9. A crítica externa.

A crítica a que chamei externa, pelo contrário, funda noutros princípios os seus raciocínios; e essa já não é legítima. Realmente, com que direito pode alguém pretender que aceitemos esses outros princípios? Não são evidentes: se o fossem estávamos caídos na crítica interna. Não são fatos observados, pela mesma razão. Como princípios de filosofia, são portanto perfeitamente arbitrários. Podemos, devemos, recusar semelhante crítica, que, por muito engenhosamente que a apresentem, por muito bem feita que seja, peca pela base; é um ídolo com pés de barro.

Um desses princípios arbitrários, que muitas vezes passa despercebido, é o de que se deve começar pela crítica. Em nome de quê? Em qualquer altura que a crítica se faça, a única coisa que a lógica pode exigir é esta: que, se ela demonstrar a inanidade das bases do nosso conhecimento, deitemos abaixo tudo quanto já tenhamos feito. Contra o não se fazer uma crítica inicial, um cético só poderia objetar o risco de desperdiçar trabalho; mas há, em contraposição a vantagem preciosa de não se abordarem os assuntos sem se terem na mão os elementos necessários para a sua solução. Citemos um caso análogo. Suponhamos que alguém tinha de fazer a vistoria duma propriedade, em que havia um poço; e resolvia, arbitrariamente, começar a vistoria pelo fundo do poço. Saltava para o poço, de que não tinha meios de sair, ficava lá dentro, e declarava impossível fazer a vistoria. Seria razoável esta maneira de proceder? No entanto, é a que adotam os que começam pela crítica do conhecimento. Suponhamos agora que outro começava a vistoria pelo resto da propriedade; em qualquer dependência, encontrava uma escada que lhe permitia descer ao poço; terminado o trabalho, teria vistoriado toda a propriedade, incluído o poço; teria feito seira dificuldade o que o primeiro declarava impossível. É o que pretendem os que só abordam o estudo do conhecimento depois de terem tratado da metafísica.
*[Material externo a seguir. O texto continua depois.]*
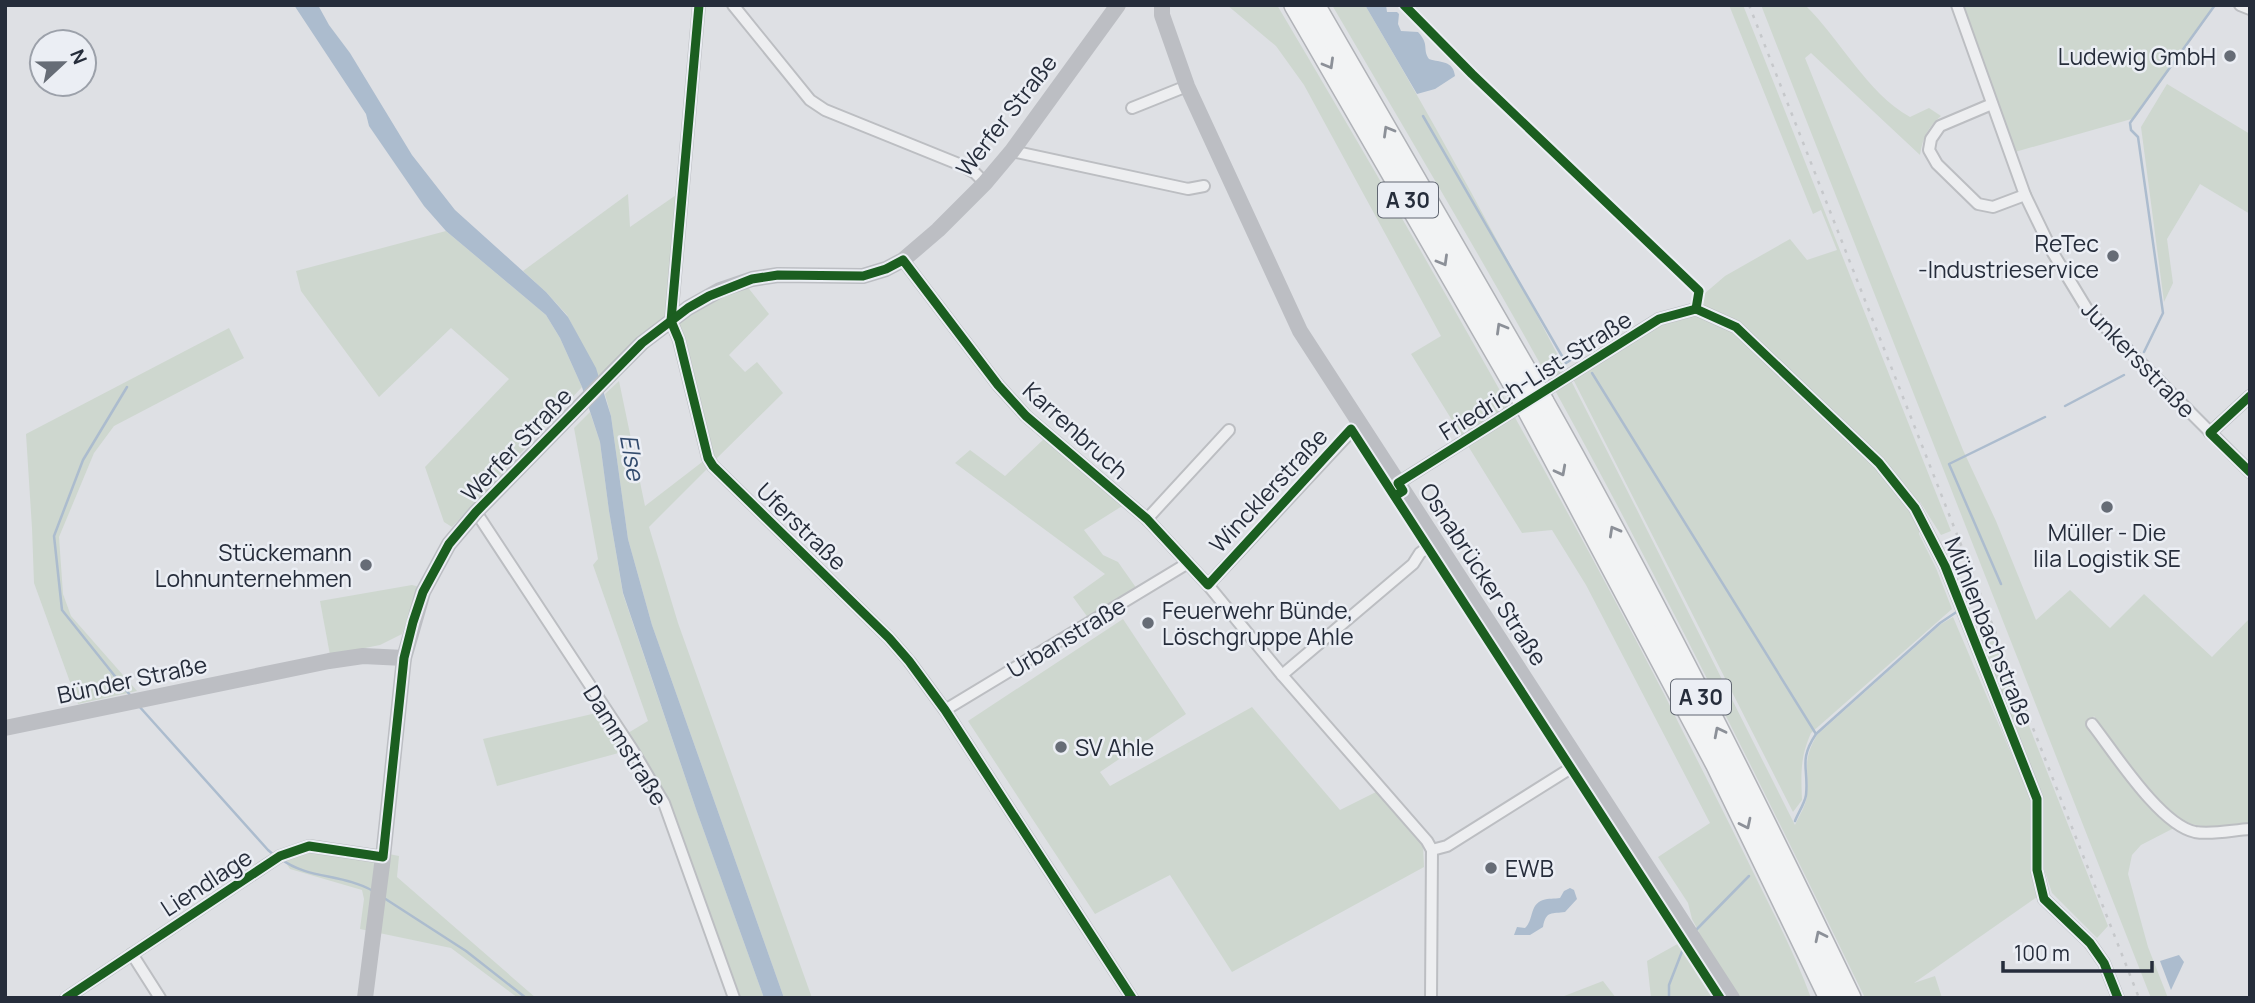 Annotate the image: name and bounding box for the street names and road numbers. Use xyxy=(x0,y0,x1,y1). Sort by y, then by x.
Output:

A crítica prévia erigida em princípio não se opõe diretamente aos princípios evidentes, embora erice de dificuldades o caminho de quem se quer basear neles. Mas há, entre os admitidos pelos filósofos modernos, muitos princípios arbitrários que contrariam os que apresentei. Aos que nos criticam, baseados neles, podemos responder que todo o raciocínio se baseia em princípios, o deles como o nosso. Se eles negam os nossos, sem motivo, nós, fundados na evidência, podemos negar os deles, por maioria de razão.